═════ Dataset records ═════

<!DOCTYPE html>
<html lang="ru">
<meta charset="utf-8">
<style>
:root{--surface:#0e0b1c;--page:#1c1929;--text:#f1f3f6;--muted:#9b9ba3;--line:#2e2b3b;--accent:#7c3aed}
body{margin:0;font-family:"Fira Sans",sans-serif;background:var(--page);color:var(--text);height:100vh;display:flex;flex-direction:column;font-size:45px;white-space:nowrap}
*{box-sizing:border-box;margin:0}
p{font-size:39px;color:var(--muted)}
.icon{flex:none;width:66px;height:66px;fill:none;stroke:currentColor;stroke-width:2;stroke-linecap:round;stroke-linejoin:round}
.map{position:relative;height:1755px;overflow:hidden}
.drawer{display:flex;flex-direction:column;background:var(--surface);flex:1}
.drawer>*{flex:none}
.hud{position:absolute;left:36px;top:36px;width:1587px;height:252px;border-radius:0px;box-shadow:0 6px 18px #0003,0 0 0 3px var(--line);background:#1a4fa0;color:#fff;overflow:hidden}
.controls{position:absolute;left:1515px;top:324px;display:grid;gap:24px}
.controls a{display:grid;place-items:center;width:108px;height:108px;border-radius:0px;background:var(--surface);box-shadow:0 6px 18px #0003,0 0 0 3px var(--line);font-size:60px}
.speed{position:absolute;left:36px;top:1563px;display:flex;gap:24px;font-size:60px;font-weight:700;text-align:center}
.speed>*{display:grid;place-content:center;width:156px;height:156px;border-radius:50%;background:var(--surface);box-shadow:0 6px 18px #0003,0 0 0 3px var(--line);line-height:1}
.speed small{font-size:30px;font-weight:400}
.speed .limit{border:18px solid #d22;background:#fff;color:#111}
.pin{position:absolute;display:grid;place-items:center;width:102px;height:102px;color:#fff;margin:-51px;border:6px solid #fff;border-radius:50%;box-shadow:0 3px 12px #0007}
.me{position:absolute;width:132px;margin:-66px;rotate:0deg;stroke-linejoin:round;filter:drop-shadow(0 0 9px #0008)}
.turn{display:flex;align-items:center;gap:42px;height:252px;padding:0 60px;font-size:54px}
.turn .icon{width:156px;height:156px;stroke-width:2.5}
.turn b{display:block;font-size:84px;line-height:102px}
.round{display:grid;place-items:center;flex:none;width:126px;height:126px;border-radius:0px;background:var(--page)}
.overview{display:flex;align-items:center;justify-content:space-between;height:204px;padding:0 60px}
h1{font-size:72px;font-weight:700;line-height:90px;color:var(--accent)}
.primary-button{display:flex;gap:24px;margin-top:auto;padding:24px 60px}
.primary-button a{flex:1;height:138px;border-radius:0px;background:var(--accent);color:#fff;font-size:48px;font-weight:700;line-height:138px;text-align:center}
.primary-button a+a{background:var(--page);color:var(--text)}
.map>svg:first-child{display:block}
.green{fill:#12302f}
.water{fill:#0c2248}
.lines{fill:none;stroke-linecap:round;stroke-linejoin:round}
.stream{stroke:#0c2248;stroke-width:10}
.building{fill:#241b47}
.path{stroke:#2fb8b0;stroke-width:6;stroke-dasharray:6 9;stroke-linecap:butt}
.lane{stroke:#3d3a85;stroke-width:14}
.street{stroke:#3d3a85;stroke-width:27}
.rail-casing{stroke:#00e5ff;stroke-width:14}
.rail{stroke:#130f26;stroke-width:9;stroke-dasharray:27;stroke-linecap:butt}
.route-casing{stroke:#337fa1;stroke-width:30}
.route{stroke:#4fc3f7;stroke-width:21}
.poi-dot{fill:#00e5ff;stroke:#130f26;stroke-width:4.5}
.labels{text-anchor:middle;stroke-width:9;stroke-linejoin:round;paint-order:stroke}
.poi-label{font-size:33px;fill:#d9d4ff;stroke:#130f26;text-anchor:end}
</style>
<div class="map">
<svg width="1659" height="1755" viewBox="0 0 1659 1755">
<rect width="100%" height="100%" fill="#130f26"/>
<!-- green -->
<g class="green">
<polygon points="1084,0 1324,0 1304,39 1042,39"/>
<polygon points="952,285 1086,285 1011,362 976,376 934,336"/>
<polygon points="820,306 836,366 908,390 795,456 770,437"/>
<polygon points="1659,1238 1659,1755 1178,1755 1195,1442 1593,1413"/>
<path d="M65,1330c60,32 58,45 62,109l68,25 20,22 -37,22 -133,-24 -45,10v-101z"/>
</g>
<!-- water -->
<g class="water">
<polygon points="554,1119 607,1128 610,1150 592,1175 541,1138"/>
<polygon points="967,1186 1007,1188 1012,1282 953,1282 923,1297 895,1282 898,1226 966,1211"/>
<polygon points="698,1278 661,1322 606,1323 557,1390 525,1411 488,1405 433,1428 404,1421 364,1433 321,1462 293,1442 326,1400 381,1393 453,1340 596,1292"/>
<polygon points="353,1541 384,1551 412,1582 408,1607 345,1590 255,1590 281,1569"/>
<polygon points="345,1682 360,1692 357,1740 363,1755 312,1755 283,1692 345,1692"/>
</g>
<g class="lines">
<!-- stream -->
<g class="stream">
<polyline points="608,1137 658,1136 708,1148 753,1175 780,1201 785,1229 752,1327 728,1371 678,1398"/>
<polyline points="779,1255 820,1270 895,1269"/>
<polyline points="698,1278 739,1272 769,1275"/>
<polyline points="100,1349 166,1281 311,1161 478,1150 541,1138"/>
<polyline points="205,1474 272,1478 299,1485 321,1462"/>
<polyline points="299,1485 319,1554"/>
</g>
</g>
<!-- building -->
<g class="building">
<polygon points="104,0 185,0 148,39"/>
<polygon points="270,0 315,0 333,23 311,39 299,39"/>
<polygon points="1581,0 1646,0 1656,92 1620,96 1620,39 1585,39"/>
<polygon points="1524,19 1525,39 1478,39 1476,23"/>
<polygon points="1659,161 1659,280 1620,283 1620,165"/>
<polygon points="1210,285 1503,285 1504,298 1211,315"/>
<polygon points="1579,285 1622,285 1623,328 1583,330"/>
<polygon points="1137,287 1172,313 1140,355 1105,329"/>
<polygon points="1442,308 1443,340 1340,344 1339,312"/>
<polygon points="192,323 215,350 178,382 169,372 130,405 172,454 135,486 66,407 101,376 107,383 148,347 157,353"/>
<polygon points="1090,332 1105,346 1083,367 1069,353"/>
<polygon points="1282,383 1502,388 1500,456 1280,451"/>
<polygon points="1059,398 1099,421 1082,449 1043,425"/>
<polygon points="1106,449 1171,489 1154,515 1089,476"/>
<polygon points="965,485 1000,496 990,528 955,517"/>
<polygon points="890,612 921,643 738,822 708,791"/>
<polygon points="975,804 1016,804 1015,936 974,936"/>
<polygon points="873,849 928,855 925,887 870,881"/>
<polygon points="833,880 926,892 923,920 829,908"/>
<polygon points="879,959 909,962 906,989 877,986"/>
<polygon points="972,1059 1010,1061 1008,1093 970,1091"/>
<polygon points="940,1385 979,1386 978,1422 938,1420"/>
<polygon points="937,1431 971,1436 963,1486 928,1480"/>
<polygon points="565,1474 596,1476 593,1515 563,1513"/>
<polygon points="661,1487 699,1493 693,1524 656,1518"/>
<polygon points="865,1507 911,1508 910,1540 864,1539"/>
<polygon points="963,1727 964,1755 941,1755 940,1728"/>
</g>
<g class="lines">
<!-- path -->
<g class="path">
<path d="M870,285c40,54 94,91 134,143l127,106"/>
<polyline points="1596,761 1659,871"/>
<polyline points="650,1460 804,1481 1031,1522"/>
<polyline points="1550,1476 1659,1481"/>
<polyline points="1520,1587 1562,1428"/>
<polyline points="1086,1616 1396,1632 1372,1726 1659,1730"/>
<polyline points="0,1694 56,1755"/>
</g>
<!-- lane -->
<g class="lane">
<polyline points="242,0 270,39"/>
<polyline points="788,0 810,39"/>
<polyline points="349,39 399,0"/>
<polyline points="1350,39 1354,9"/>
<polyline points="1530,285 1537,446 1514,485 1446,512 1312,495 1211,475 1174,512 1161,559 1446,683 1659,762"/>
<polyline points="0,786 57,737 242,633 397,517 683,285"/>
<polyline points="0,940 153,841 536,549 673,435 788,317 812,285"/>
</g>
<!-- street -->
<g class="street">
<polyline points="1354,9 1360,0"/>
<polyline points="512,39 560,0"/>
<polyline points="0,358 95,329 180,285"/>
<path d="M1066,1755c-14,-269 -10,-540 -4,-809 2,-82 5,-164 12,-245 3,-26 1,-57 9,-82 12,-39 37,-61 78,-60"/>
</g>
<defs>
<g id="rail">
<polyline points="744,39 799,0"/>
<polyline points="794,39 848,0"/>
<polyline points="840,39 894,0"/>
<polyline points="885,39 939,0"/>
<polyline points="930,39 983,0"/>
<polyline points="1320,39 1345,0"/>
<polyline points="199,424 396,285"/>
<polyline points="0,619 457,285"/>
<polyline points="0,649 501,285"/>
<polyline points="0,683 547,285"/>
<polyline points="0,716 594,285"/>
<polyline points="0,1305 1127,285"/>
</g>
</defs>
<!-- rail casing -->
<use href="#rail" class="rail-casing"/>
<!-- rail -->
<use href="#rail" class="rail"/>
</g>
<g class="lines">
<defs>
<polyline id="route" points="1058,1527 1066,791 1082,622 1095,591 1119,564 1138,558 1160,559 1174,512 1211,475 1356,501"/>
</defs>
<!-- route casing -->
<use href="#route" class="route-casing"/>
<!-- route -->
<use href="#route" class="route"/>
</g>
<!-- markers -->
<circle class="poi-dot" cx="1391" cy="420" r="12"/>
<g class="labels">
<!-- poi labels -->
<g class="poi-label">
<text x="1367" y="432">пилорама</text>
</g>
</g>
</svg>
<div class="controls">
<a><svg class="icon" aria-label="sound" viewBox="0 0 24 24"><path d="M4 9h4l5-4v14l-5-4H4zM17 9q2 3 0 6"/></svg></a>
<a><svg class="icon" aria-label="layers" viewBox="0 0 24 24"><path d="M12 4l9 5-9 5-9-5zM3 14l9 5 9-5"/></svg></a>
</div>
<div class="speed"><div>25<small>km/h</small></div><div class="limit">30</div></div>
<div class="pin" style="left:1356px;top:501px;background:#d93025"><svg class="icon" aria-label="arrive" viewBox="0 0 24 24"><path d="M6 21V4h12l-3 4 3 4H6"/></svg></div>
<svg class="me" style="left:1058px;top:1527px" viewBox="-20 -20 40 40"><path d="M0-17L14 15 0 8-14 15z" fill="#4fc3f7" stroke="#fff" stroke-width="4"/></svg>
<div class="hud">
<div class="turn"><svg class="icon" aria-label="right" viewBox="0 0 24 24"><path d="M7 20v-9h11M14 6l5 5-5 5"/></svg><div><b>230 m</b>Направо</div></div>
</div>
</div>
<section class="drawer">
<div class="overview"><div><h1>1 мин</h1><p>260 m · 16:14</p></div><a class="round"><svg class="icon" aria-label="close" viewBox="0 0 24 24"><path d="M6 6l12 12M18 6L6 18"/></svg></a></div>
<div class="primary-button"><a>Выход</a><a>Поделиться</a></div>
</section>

═════

### Work to be completed
Whenever the word "column" shows up in a line above, copy that line.

### Answer space
body{margin:0;font-family:"Fira Sans",sans-serif;background:var(--page);color:var(--text);height:100vh;display:flex;flex-direction:column;font-size:45px;white-space:nowrap}
.drawer{display:flex;flex-direction:column;background:var(--surface);flex:1}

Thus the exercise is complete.